“You needed it.”
“Last night…”
He looked remorseful, so she put up her hand. “If you’re going to apologize, don’t. I don’t want it. Last night was what you needed, and I’m glad I could give it. Anyway, I loved it. Perhaps you noticed.”
At that, he smiled a little.
Lorraine had another question about the night before, however. “What you said last night—is that something you still want, now that you’ve had some rest and feel a little calmer?”
He considered her, his expression serious, then took a sip of his coffee. “About marrying you?”
“Yes. Is that something you really want?”
“You think I said that without meaning it?”
“I think you felt desperate and… I don’t know, lonely, maybe, last night.
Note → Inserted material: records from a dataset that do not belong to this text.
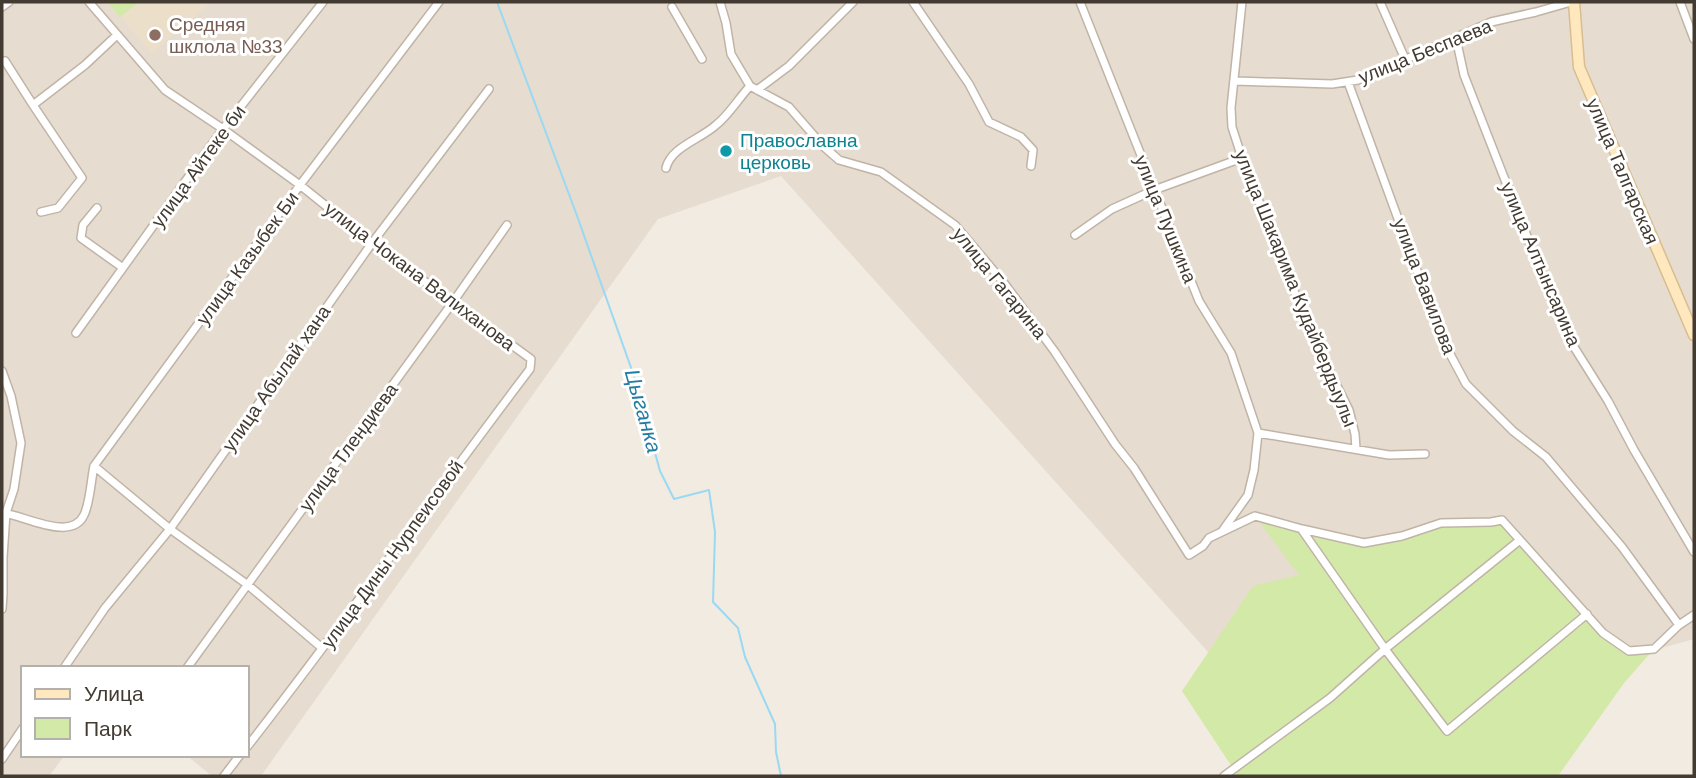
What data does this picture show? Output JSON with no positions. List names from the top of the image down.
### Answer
{
  "streets": {
    "street": [
      "улица Беспаева",
      "улица Айтеке би",
      "улица Талгарская",
      "улица Пушкина",
      "улица Казыбек Би",
      "улица Алтынсарина",
      "улица Чокана Валиханова",
      "улица Гагарина",
      "улица Вавилова",
      "улица Шакарима Кудайбердыулы",
      "улица Абылай хана",
      "улица Тлендиева",
      "улица Дины Нурпеисовой"
    ]
  },
  "crossings": [
    ["улица Беспаева", "улица Талгарская"],
    ["улица Беспаева", "улица Алтынсарина"],
    ["улица Беспаева", "улица Вавилова"],
    ["улица Беспаева", "улица Шакарима Кудайбердыулы"],
    ["улица Айтеке би", "улица Чокана Валиханова"],
    ["улица Пушкина", "улица Гагарина"],
    ["улица Казыбек Би", "улица Чокана Валиханова"],
    ["улица Чокана Валиханова", "улица Абылай хана"],
    ["улица Чокана Валиханова", "улица Тлендиева"],
    ["улица Чокана Валиханова", "улица Дины Нурпеисовой"]
  ],
  "water": ["Цыганка"],
  "places": ["Средняя шклола №33", "Православна церковь"],
  "legend": ["Улица", "Парк"]
}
I’m giving you the chance to rethink things and be sure of what you want.”
“Told you last night I was sure. I’m sure. You asking—is that your way of looking for your out?”
She could see him putting guards up. They had to stop this loop right now. Maybe she shouldn’t have asked the question at all. But Ronin had not been constant during these months of their new relationship, and she’d felt the need to be sure. “No. Don’t get defensive, Roe. You know you’ve been having trouble being sure of what you want. But I want to marry you. As soon as we can. Two days from now.”
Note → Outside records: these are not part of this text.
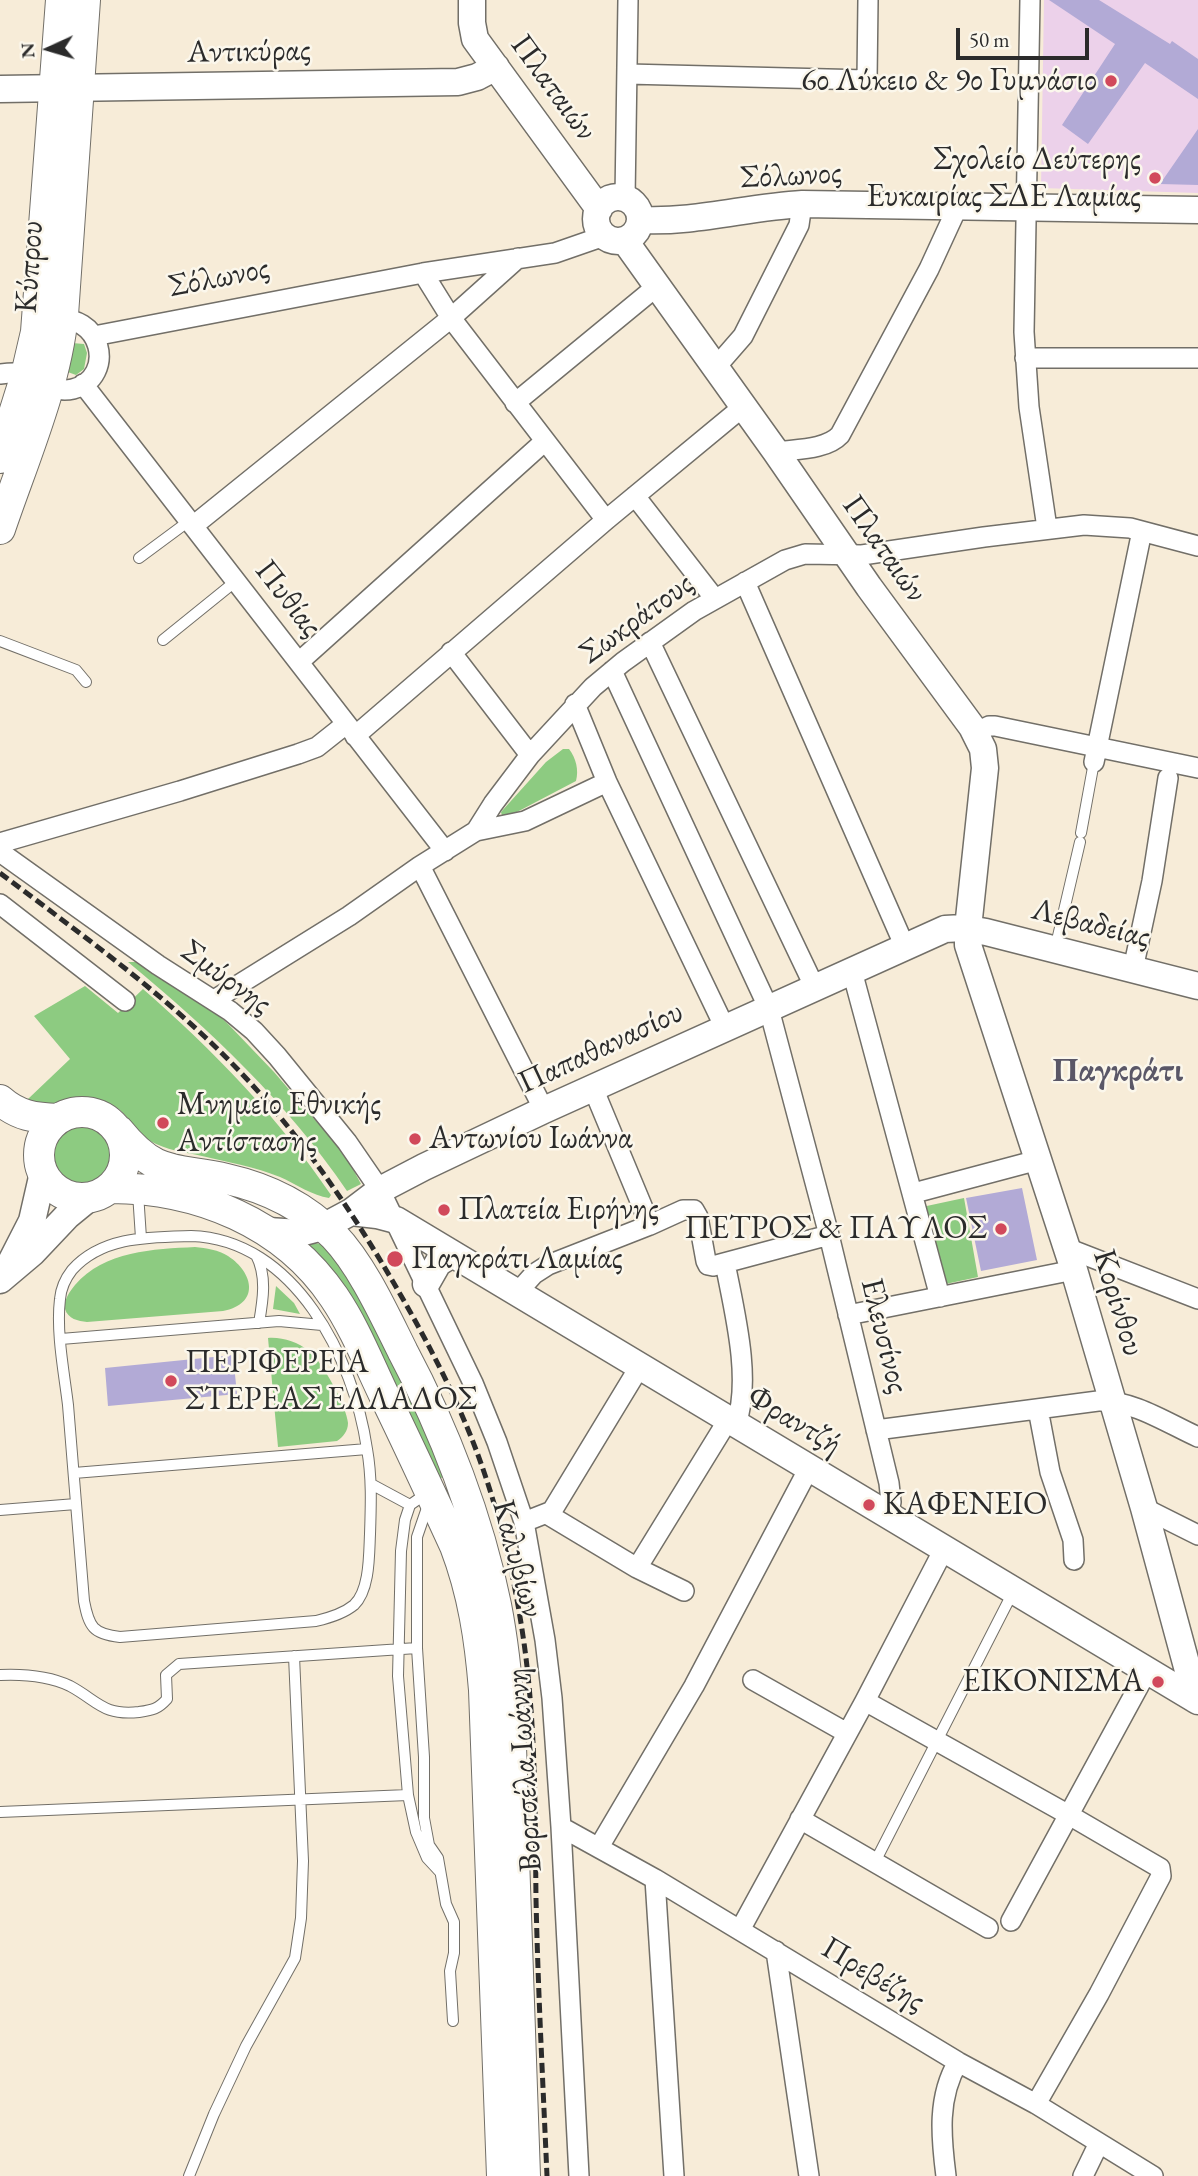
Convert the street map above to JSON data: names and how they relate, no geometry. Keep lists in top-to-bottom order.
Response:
{
  "streets": {
    "main road": ["Κύπρου", "Καλυβίων"],
    "street": [
      "Αντικύρας",
      "Πλαταιών",
      "Σόλωνος",
      "Πυθίας",
      "Σωκράτους",
      "Λεβαδείας",
      "Σμύρνης",
      "Παπαθανασίου",
      "Κορίνθου",
      "Ελευσίνος",
      "Φραντζή",
      "Βορτσέλα Ιωάννη",
      "Πρεβέζης"
    ]
  },
  "crossings": [
    ["Αντικύρας", "Πλαταιών"],
    ["Αντικύρας", "Κύπρου"],
    ["Πλαταιών", "Σόλωνος"],
    ["Πλαταιών", "Σωκράτους"],
    ["Πλαταιών", "Λεβαδείας"],
    ["Πλαταιών", "Παπαθανασίου"],
    ["Πλαταιών", "Κορίνθου"],
    ["Πυθίας", "Σωκράτους"],
    ["Σωκράτους", "Σμύρνης"],
    ["Σωκράτους", "Ελευσίνος"],
    ["Λεβαδείας", "Παπαθανασίου"],
    ["Λεβαδείας", "Κορίνθου"],
    ["Σμύρνης", "Παπαθανασίου"],
    ["Σμύρνης", "Φραντζή"],
    ["Σμύρνης", "Βορτσέλα Ιωάννη"],
    ["Παπαθανασίου", "Κορίνθου"],
    ["Παπαθανασίου", "Ελευσίνος"],
    ["Παπαθανασίου", "Φραντζή"],
    ["Παπαθανασίου", "Καλυβίων"],
    ["Κορίνθου", "Φραντζή"],
    ["Ελευσίνος", "Φραντζή"],
    ["Φραντζή", "Βορτσέλα Ιωάννη"],
    ["Βορτσέλα Ιωάννη", "Πρεβέζης"]
  ],
  "districts": ["Παγκράτι"],
  "places": [
    "6ο Λύκειο & 9ο Γυμνάσιο",
    "Σχολείο Δεύτερης Ευκαιρίας ΣΔΕ Λαμίας",
    "Μνημείο Εθνικής Αντίστασης",
    "Αντωνίου Ιωάννα",
    "Πλατεία Ειρήνης",
    "ΠΕΤΡΟΣ & ΠΑΥΛΟΣ",
    "Παγκράτι Λαμίας",
    "ΠΕΡΙΦΕΡΕΙΑ ΣΤΕΡΕΑΣ ΕΛΛΑΔΟΣ",
    "ΚΑΦΕΝΕΙΟ",
    "ΕΙΚΟΝΙΣΜΑ"
  ],
  "scale_bar": "50 m",
  "north": "left"
}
He gave her a rich, warm smile, and the tension was broken. “Good. I want to go away after. Just a couple of days.”
That was a slight problem. “Roe—I can’t go away right away. I can take a day, but this weekend I have a lot of work for that party next weekend.”
“What party?”
“The Winter party.”
“Winter?”
“You know, Donovan Winter. I know you know who he is. I’m catering his son’s engagement party. I’m sure I told you.”
He shook his head. “I don’t remember that. But I know Donovan and Tristan.”
If he’d said he had a regular golf date with the President of the United States, Lorraine couldn’t have been more stunned. Obviously, she had neglected to tell him about the party, because she would have remembered that he was on a first-name basis with Donovan Winter. “You do?”
“Yeah. He’s friends with Bart and Riley—” He cut off abruptly and looked down at his half-eaten slice of pineapple coconut bread. Then he cleared his throat and started again. “Tristan rides, and his daughter…she was with one of the Horde. He was with her when she died. Another funeral I’ve been to.” He sighed. “Donovan’s a friend of the club. Tris, too. They were at Riley’s funeral, but that was…things were…” He sighed again. “They didn’t stay around, far as I know.”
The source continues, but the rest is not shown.